PROBLEM TO WORK ON:
Return all of the records exactly.
DATA TO USE section start
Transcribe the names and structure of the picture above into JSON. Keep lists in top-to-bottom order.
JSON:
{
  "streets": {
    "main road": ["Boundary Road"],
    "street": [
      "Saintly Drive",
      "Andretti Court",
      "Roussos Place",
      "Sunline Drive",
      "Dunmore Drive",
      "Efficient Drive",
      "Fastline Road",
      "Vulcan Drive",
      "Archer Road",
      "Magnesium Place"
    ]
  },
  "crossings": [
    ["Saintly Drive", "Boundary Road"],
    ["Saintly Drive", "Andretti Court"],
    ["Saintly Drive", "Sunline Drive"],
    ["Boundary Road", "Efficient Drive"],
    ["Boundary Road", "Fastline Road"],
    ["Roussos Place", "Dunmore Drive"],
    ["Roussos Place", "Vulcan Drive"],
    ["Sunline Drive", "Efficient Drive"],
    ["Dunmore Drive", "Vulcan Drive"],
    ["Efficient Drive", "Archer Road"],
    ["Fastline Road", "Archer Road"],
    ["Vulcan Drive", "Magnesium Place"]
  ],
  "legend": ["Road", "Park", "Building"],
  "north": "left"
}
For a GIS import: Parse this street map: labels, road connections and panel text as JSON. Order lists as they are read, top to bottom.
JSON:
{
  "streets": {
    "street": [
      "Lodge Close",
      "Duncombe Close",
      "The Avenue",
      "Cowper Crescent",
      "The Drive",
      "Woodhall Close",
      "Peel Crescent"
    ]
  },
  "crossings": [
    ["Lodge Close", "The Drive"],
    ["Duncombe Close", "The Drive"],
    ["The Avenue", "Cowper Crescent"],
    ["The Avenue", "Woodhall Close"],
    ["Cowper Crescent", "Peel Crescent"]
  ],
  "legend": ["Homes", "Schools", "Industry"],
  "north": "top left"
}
DATA TO USE section end
WRITTEN RESPONSE:
Transcribe the names and structure of the picture above into JSON. Keep lists in top-to-bottom order.
JSON:
{
  "streets": {
    "main road": ["Boundary Road"],
    "street": [
      "Saintly Drive",
      "Andretti Court",
      "Roussos Place",
      "Sunline Drive",
      "Dunmore Drive",
      "Efficient Drive",
      "Fastline Road",
      "Vulcan Drive",
      "Archer Road",
      "Magnesium Place"
    ]
  },
  "crossings": [
    ["Saintly Drive", "Boundary Road"],
    ["Saintly Drive", "Andretti Court"],
    ["Saintly Drive", "Sunline Drive"],
    ["Boundary Road", "Efficient Drive"],
    ["Boundary Road", "Fastline Road"],
    ["Roussos Place", "Dunmore Drive"],
    ["Roussos Place", "Vulcan Drive"],
    ["Sunline Drive", "Efficient Drive"],
    ["Dunmore Drive", "Vulcan Drive"],
    ["Efficient Drive", "Archer Road"],
    ["Fastline Road", "Archer Road"],
    ["Vulcan Drive", "Magnesium Place"]
  ],
  "legend": ["Road", "Park", "Building"],
  "north": "left"
}
For a GIS import: Parse this street map: labels, road connections and panel text as JSON. Order lists as they are read, top to bottom.
JSON:
{
  "streets": {
    "street": [
      "Lodge Close",
      "Duncombe Close",
      "The Avenue",
      "Cowper Crescent",
      "The Drive",
      "Woodhall Close",
      "Peel Crescent"
    ]
  },
  "crossings": [
    ["Lodge Close", "The Drive"],
    ["Duncombe Close", "The Drive"],
    ["The Avenue", "Cowper Crescent"],
    ["The Avenue", "Woodhall Close"],
    ["Cowper Crescent", "Peel Crescent"]
  ],
  "legend": ["Homes", "Schools", "Industry"],
  "north": "top left"
}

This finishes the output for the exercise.